India's biggest lender had raised Rs 1,000 crore through its maiden issue of retail bonds in the last quarter. In the current quarter, it is seeking to mobilise about Rs 10,000 crore through these bonds.
The latest offering of the bonds (also called Lower Tier II bonds) will be open from February 21 to 28.
“Our maiden issue of retail bonds got subscribed 19 times in the last quarter (October). We are now coming out with another issue in the current quarter. Hopefully, we will continue to come out with bond issues every quarter,” said Mr O.P. Bhatt, Chairman, SBI.
SBI intends to deploy the issue proceeds to augment its capital base. Its capital adequacy ratio, which as of December-end 2010 stood at 13.16 per cent, will improve by 100 basis points (or one percentage point). It will also go a long way in addressing the asset-liability maturity mismatches.
The bonds will be issued in two series – one will have a tenure of 10 years (with the bank having the option to call the bonds after five years) while the other will have a tenure of 15 years (call option after 10 years).
Retail investors i.e. those investing up to Rs 5 lakh, will earn 9.75 per cent on 10-year bonds and 9.95 per cent interest on 15-year bonds. Non-retail investors will earn 9.30 per cent on 10-year bonds and 9.45 per cent interest on 15-year bonds.
Unlike the maiden retail bond issue, investors in the forthcoming issue will not enjoy the benefit of step-up interest rate as the banking regulator has disallowed it.
Under the new Basel accord on bank capital adequacy and liquidity, bonds with the step up interest rate option cannot be treated as part of Tier-II capital. “The step-up option is no longer permitted by the RBI,” said Mr Hemant Contractor, Deputy Managing Director and CFO.
In its maiden retail bonds issue, the bank had offered investors step-up option of 50 basis points (i.e. they could earn 0.50 percentage points higher interest a year) in case it does not exercise call option after 5 years (for bonds of 10 years maturity) and 10 years (for bonds of 15 years maturity). The bank had then issued the 10-year bonds at 9.25 per cent interest and 15-year bonds at 9.50 per cent interest.

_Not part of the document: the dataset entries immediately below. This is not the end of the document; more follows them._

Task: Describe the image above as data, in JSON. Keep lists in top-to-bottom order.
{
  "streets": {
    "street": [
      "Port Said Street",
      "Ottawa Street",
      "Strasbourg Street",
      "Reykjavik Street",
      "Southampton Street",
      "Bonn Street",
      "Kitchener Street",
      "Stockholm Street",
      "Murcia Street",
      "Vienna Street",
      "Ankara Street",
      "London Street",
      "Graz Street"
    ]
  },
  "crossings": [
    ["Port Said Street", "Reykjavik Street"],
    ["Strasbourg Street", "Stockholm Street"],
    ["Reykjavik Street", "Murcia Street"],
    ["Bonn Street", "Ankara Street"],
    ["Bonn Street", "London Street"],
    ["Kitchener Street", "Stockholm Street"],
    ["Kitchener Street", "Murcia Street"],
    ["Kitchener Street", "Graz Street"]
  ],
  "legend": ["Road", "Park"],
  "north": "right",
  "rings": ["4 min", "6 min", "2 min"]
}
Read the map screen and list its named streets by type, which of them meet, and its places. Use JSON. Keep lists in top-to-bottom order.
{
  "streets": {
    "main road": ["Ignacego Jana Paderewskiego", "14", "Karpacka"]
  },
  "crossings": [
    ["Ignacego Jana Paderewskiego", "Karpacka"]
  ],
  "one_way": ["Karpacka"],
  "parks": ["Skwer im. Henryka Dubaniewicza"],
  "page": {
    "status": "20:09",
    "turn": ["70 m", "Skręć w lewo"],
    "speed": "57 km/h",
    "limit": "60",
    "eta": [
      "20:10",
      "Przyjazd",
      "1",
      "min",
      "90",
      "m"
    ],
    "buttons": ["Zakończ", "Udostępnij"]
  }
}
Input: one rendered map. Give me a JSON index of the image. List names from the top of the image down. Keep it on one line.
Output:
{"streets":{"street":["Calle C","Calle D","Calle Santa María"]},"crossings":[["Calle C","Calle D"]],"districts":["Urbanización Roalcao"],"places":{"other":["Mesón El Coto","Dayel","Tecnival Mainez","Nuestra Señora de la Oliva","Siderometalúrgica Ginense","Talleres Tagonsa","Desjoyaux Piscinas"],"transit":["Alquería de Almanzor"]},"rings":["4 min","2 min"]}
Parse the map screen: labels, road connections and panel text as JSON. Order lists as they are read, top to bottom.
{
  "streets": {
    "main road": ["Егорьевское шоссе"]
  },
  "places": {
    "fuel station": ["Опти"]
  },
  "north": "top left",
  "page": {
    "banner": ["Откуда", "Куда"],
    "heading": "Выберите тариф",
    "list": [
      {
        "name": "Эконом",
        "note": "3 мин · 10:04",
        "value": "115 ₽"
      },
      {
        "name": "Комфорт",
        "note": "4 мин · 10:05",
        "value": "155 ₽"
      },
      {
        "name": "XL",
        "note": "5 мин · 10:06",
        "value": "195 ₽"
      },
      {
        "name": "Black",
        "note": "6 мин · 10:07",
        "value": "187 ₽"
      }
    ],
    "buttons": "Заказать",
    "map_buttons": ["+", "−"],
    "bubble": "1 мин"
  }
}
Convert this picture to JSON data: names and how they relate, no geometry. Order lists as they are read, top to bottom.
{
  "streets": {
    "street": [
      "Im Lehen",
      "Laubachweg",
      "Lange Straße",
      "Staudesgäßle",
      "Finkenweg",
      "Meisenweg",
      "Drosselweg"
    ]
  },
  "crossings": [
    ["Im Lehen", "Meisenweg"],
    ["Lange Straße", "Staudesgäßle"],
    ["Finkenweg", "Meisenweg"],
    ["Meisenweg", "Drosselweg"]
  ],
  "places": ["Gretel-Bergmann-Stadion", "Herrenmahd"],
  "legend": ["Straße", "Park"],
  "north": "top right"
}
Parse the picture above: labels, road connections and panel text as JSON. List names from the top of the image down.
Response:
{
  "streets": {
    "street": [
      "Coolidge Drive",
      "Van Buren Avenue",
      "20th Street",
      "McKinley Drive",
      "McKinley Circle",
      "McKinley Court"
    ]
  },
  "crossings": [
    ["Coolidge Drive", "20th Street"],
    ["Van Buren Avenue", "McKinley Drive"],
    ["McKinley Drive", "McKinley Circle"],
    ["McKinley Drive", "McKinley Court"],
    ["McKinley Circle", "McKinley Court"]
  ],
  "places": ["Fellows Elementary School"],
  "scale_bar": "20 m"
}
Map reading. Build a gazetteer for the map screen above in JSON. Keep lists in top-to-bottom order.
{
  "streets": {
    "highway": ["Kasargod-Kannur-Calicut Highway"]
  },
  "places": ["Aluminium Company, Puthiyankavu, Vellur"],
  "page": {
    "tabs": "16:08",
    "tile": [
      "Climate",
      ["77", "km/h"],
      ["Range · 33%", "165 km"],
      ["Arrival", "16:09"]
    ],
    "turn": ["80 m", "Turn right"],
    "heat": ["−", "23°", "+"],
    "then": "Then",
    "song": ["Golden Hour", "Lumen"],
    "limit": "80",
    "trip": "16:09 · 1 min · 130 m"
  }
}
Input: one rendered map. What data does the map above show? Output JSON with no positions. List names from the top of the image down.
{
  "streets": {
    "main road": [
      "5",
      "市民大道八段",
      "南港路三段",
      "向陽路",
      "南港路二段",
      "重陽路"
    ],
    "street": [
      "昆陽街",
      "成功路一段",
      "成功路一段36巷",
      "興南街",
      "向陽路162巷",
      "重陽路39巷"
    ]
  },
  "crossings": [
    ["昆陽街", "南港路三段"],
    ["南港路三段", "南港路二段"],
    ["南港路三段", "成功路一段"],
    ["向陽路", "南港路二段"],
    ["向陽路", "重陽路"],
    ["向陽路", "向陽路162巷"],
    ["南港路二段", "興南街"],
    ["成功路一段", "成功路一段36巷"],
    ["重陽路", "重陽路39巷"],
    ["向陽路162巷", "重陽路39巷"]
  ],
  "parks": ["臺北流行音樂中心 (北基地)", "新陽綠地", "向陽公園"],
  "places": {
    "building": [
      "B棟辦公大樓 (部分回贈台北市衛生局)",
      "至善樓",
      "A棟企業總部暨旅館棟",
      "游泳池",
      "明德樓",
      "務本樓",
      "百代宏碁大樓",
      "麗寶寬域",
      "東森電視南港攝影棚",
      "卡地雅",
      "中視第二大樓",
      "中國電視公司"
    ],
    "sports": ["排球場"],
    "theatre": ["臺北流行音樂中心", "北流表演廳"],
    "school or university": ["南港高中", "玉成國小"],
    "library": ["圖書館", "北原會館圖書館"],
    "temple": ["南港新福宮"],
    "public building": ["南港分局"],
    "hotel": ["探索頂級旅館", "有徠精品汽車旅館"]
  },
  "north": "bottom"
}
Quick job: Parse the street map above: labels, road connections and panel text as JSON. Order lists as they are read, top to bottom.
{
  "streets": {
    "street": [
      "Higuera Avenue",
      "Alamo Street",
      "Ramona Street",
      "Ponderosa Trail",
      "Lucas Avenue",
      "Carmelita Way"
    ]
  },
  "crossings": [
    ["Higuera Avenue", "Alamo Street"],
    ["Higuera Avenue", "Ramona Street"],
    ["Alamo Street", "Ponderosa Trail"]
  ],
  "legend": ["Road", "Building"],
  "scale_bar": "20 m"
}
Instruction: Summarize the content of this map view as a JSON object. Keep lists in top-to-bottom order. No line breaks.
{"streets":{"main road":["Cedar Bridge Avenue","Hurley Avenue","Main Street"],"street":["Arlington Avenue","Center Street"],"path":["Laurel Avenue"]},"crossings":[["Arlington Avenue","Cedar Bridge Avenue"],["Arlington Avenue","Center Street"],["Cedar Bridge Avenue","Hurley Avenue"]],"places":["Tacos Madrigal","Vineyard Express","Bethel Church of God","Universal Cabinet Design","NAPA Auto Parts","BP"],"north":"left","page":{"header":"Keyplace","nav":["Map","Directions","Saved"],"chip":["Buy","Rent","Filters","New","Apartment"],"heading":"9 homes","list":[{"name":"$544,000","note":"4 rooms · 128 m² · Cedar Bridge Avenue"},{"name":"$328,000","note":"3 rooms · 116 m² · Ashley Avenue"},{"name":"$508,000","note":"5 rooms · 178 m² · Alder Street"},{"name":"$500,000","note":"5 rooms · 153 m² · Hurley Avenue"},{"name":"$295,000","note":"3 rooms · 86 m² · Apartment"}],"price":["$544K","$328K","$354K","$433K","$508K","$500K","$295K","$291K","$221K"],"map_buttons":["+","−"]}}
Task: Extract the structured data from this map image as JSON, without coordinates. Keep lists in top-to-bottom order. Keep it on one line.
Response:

Only investors having dematerialised (demat) accounts can subscribe to the retail bonds issue. Besides its own collection centres (126 of them), the bank is relying on lead brokers – Citigroup Global Markets, Kotak Securities, and SBICAP Securities to sell the issue.
Given that many investors had missed the bus during the maiden bond issue, when it was closed in three days, the bank will keep the issue open till the last day.